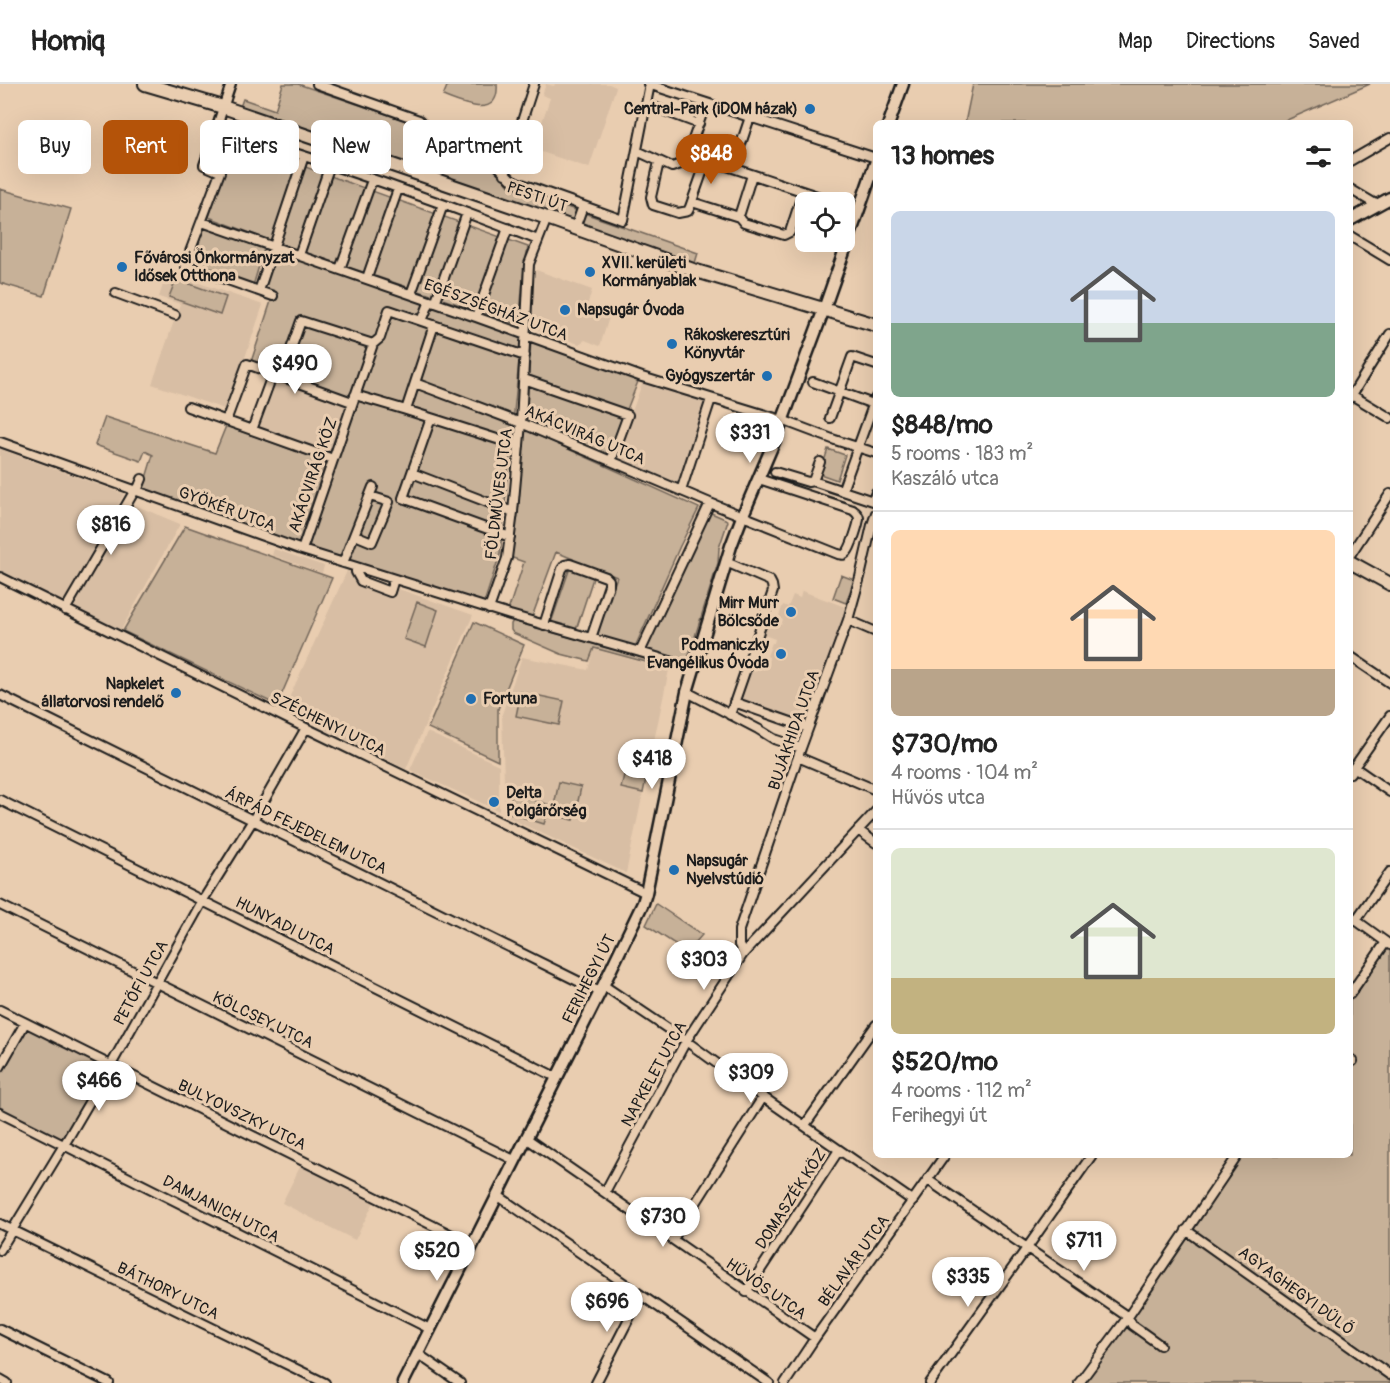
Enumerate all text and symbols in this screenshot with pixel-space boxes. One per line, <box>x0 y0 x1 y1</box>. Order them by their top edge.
text: Homiq <box>30 24 105 59</box>
text: Map <box>1118 28 1153 55</box>
text: Directions <box>1186 28 1275 55</box>
text: Saved <box>1308 28 1360 55</box>
place label: Central-Park (iDOM házak) <box>624 99 798 119</box>
marker: Central-Park (iDOM házak) <box>803 102 817 116</box>
chip: Buy <box>18 120 91 174</box>
chip: Rent <box>103 120 188 174</box>
chip: Filters <box>200 120 299 174</box>
chip: New <box>311 120 391 174</box>
chip: Apartment <box>403 120 543 174</box>
pin: $848 <box>675 134 747 185</box>
text: 13 homes <box>891 140 994 172</box>
icon: filters <box>1302 140 1335 173</box>
text: $848 <box>690 141 732 166</box>
street label: PESTI ÚT <box>504 177 570 217</box>
map controls <box>795 192 855 252</box>
button: locate <box>795 192 855 252</box>
place label: Fővárosi Önkormányzat Idősek Otthona <box>134 248 295 286</box>
icon: home <box>1059 250 1167 358</box>
place label: XVII. kerületi Kormányablak <box>602 253 697 291</box>
marker: Fővárosi Önkormányzat Idősek Otthona <box>115 260 129 274</box>
marker: XVII. kerületi Kormányablak <box>583 265 597 279</box>
street label: EGÉSZSÉGHÁZ UTCA <box>421 275 571 345</box>
place label: Napsugár Óvoda <box>577 299 685 320</box>
marker: Napsugár Óvoda <box>558 303 572 317</box>
place label: Rákoskeresztúri Könyvtár <box>684 325 790 363</box>
marker: Rákoskeresztúri Könyvtár <box>665 337 679 351</box>
pin: $490 <box>259 344 331 395</box>
text: $490 <box>272 351 318 376</box>
place label: Gyógyszertár <box>665 366 755 386</box>
marker: Gyógyszertár <box>760 369 774 383</box>
street label: AKÁCVIRÁG UTCA <box>522 401 648 469</box>
text: $848/mo <box>891 409 993 441</box>
pin: $331 <box>714 413 786 464</box>
street label: AKÁCVIRÁG KÖZ <box>284 415 342 535</box>
text: $331 <box>730 420 770 445</box>
street label: FÖLDMŰVES UTCA <box>481 427 517 561</box>
text: 5 rooms · 183 m² <box>891 441 1033 466</box>
text: Kaszáló utca <box>891 466 999 491</box>
street label: GYÖKÉR UTCA <box>176 482 278 536</box>
pin: $816 <box>75 505 147 556</box>
text: $816 <box>91 512 131 537</box>
icon: home <box>1059 569 1167 677</box>
place label: Mirr Murr Bölcsőde <box>717 593 780 631</box>
marker: Mirr Murr Bölcsőde <box>784 605 798 619</box>
place label: Podmaniczky Evangélikus Óvoda <box>647 635 770 673</box>
marker: Podmaniczky Evangélikus Óvoda <box>774 647 788 661</box>
street label: BUJÁKHIDA UTCA <box>764 667 824 793</box>
place label: Napkelet állatorvosi rendelő <box>41 674 165 712</box>
marker: Napkelet állatorvosi rendelő <box>169 686 183 700</box>
street label: SZÉCHENYI UTCA <box>267 687 389 761</box>
place label: Fortuna <box>483 689 538 709</box>
marker: Fortuna <box>464 692 478 706</box>
text: $730/mo <box>891 728 998 760</box>
pin: $418 <box>616 739 688 790</box>
text: $418 <box>632 746 672 771</box>
text: 4 rooms · 104 m² <box>891 760 1038 785</box>
street label: ÁRPÁD FEJEDELEM UTCA <box>222 783 390 879</box>
place label: Delta Polgárőrség <box>506 783 587 821</box>
text: Hűvös utca <box>891 785 985 810</box>
marker: Delta Polgárőrség <box>487 795 501 809</box>
place label: Napsugár Nyelvstúdió <box>686 851 764 889</box>
marker: Napsugár Nyelvstúdió <box>667 863 681 877</box>
icon: home <box>1059 887 1167 995</box>
street label: HUNYADI UTCA <box>232 892 338 960</box>
street label: FERIHEGYI ÚT <box>558 931 620 1027</box>
street label: PETŐFI UTCA <box>109 936 173 1029</box>
pin: $303 <box>668 940 740 991</box>
text: $303 <box>681 947 727 972</box>
street label: KÖLCSEY UTCA <box>209 987 317 1053</box>
street label: NAPKELET UTCA <box>617 1018 691 1130</box>
text: $520/mo <box>891 1046 998 1078</box>
pin: $309 <box>715 1053 787 1104</box>
text: $309 <box>728 1060 774 1085</box>
pin: $466 <box>63 1061 135 1112</box>
text: $466 <box>76 1068 122 1093</box>
street label: BULYOVSZKY UTCA <box>175 1075 309 1155</box>
text: 4 rooms · 112 m² <box>891 1078 1032 1103</box>
text: Ferihegyi út <box>891 1103 987 1128</box>
street label: DOMASZÉK KÖZ <box>751 1145 831 1253</box>
street label: DAMJANICH UTCA <box>159 1171 283 1247</box>
pin: $730 <box>627 1197 699 1248</box>
text: $730 <box>640 1204 686 1229</box>
street label: BÉLAVÁR UTCA <box>814 1211 894 1311</box>
pin: $711 <box>1048 1221 1120 1272</box>
text: $711 <box>1065 1228 1103 1253</box>
pin: $520 <box>401 1231 473 1282</box>
text: $520 <box>414 1238 460 1263</box>
street label: AGYAGHEGYI DŰLŐ <box>1234 1242 1358 1340</box>
street label: HŰVÖS UTCA <box>722 1254 810 1324</box>
pin: $335 <box>932 1257 1004 1308</box>
street label: BÁTHORY UTCA <box>114 1258 222 1324</box>
text: $335 <box>946 1264 990 1289</box>
pin: $696 <box>571 1282 643 1333</box>
text: $696 <box>585 1289 629 1314</box>

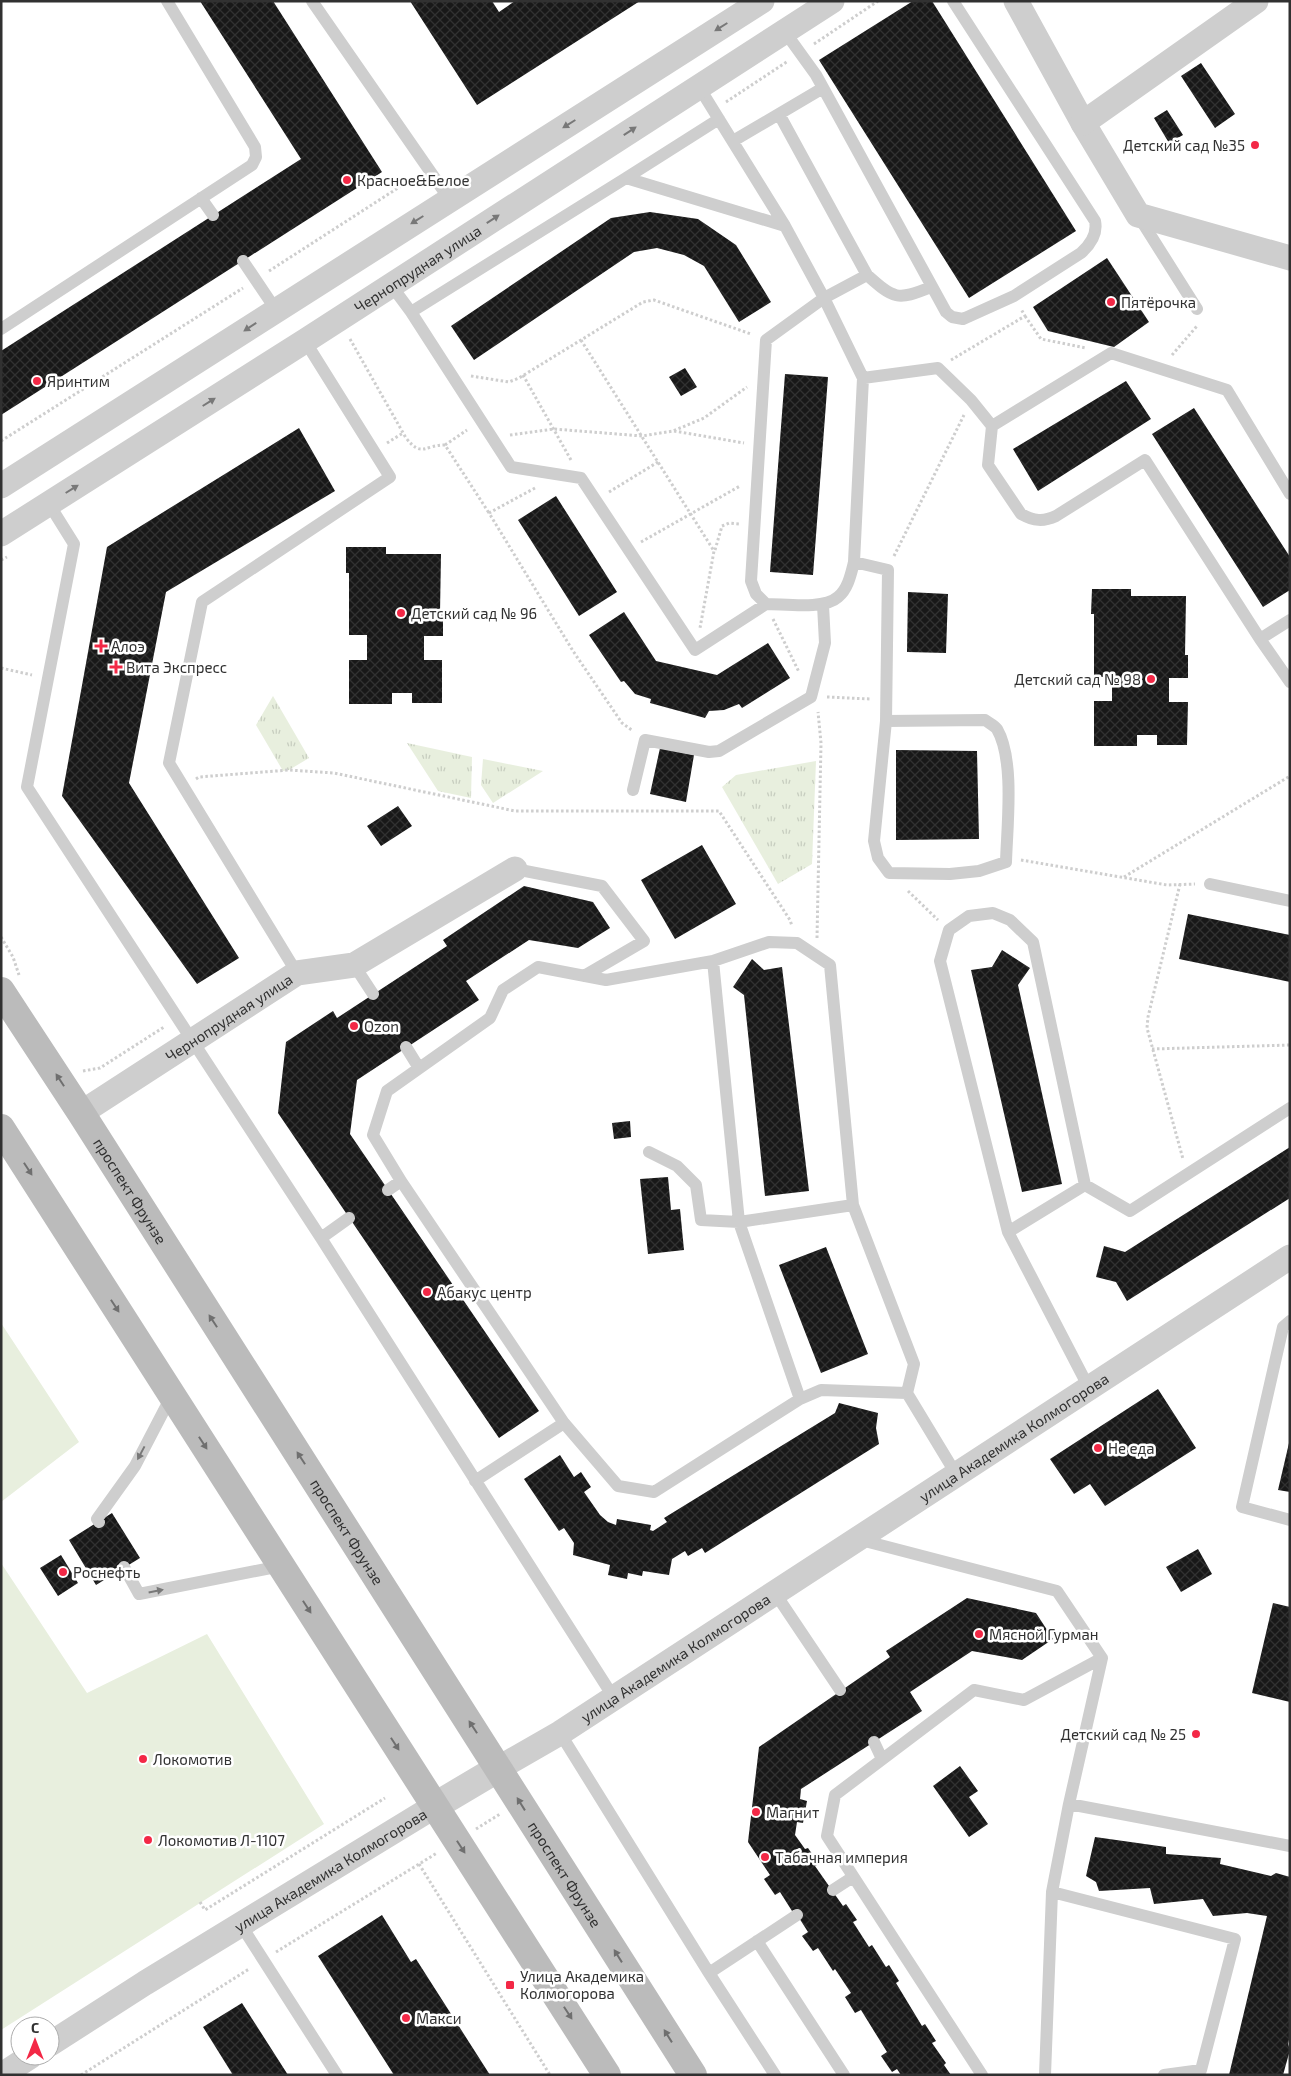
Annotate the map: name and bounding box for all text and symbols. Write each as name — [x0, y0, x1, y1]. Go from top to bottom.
one-way arrow — [714, 23, 727, 32]
one-way arrow — [562, 119, 576, 129]
one-way arrow — [623, 127, 636, 136]
place label: Детский сад №35 — [1123, 136, 1245, 154]
marker: Детский сад №35 — [1249, 139, 1261, 151]
place label: Красное&Белое — [357, 171, 470, 189]
marker: Красное&Белое — [341, 174, 353, 186]
one-way arrow — [487, 215, 500, 224]
one-way arrow — [410, 216, 424, 225]
street label: Чернопрудная улица — [351, 221, 484, 316]
place label: Пятёрочка — [1121, 293, 1196, 311]
marker: Пятёрочка — [1105, 296, 1117, 308]
one-way arrow — [244, 322, 257, 331]
place label: Яринтим — [47, 372, 110, 390]
marker: Яринтим — [31, 375, 43, 387]
one-way arrow — [203, 397, 216, 406]
one-way arrow — [65, 484, 79, 494]
place label: Детский сад № 96 — [411, 604, 537, 622]
marker: Детский сад № 96 — [395, 607, 407, 619]
place label: Алоэ — [111, 637, 145, 655]
marker: Алоэ — [95, 640, 107, 652]
place label: Вита Экспресс — [126, 658, 227, 676]
marker: Вита Экспресс — [110, 661, 122, 673]
place label: Детский сад № 98 — [1014, 670, 1141, 688]
marker: Детский сад № 98 — [1145, 673, 1157, 685]
street label: Чернопрудная улица — [162, 970, 295, 1065]
place label: Ozon — [364, 1017, 399, 1035]
marker: Ozon — [348, 1020, 360, 1032]
one-way arrow — [55, 1074, 65, 1087]
street label: проспект Фрунзе — [90, 1134, 171, 1247]
one-way arrow — [23, 1162, 32, 1176]
place label: Абакус центр — [437, 1283, 532, 1302]
marker: Абакус центр — [421, 1286, 433, 1298]
one-way arrow — [110, 1299, 120, 1312]
one-way arrow — [209, 1314, 218, 1327]
street label: улица Академика Колмогорова — [916, 1369, 1112, 1506]
one-way arrow — [198, 1436, 207, 1449]
place label: Не еда — [1108, 1439, 1155, 1457]
marker: Не еда — [1092, 1442, 1104, 1454]
one-way arrow — [137, 1446, 145, 1461]
one-way arrow — [296, 1451, 305, 1464]
street label: проспект Фрунзе — [307, 1475, 388, 1588]
place label: Роснефть — [73, 1563, 141, 1581]
marker: Роснефть — [57, 1566, 69, 1578]
one-way arrow — [149, 1586, 165, 1594]
street label: улица Академика Колмогорова — [577, 1590, 773, 1727]
one-way arrow — [303, 1600, 312, 1613]
place label: Мясной Гурман — [989, 1625, 1099, 1644]
marker: Мясной Гурман — [973, 1628, 985, 1640]
one-way arrow — [468, 1721, 478, 1734]
place label: Детский сад № 25 — [1061, 1725, 1186, 1743]
marker: Детский сад № 25 — [1190, 1728, 1202, 1740]
one-way arrow — [390, 1737, 399, 1750]
place label: Локомотив — [153, 1750, 232, 1768]
marker: Локомотив — [137, 1753, 149, 1765]
one-way arrow — [517, 1797, 526, 1810]
place label: Магнит — [766, 1803, 819, 1821]
street label: улица Академика Колмогорова — [231, 1804, 430, 1936]
marker: Магнит — [750, 1806, 762, 1818]
street label: проспект Фрунзе — [525, 1818, 606, 1931]
place label: Локомотив Л-1107 — [158, 1831, 285, 1849]
marker: Локомотив Л-1107 — [142, 1834, 154, 1846]
one-way arrow — [456, 1841, 466, 1854]
place label: Табачная империя — [775, 1848, 908, 1866]
marker: Табачная империя — [759, 1851, 771, 1863]
one-way arrow — [613, 1949, 622, 1962]
place label: Улица Академика Колмогорова — [520, 1967, 644, 2002]
marker: Улица Академика Колмогорова — [504, 1979, 516, 1991]
one-way arrow — [563, 2007, 573, 2020]
place label: Макси — [416, 2009, 462, 2027]
marker: Макси — [400, 2012, 412, 2024]
north arrow — [10, 2016, 60, 2066]
text: С — [31, 2019, 39, 2036]
one-way arrow — [664, 2029, 673, 2042]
------------
Instructions for the task
Where a line of the records holds the word "Мясной", copy that line.

Answer for this exercise
place label: Мясной Гурман — [989, 1625, 1099, 1644]
marker: Мясной Гурман — [973, 1628, 985, 1640]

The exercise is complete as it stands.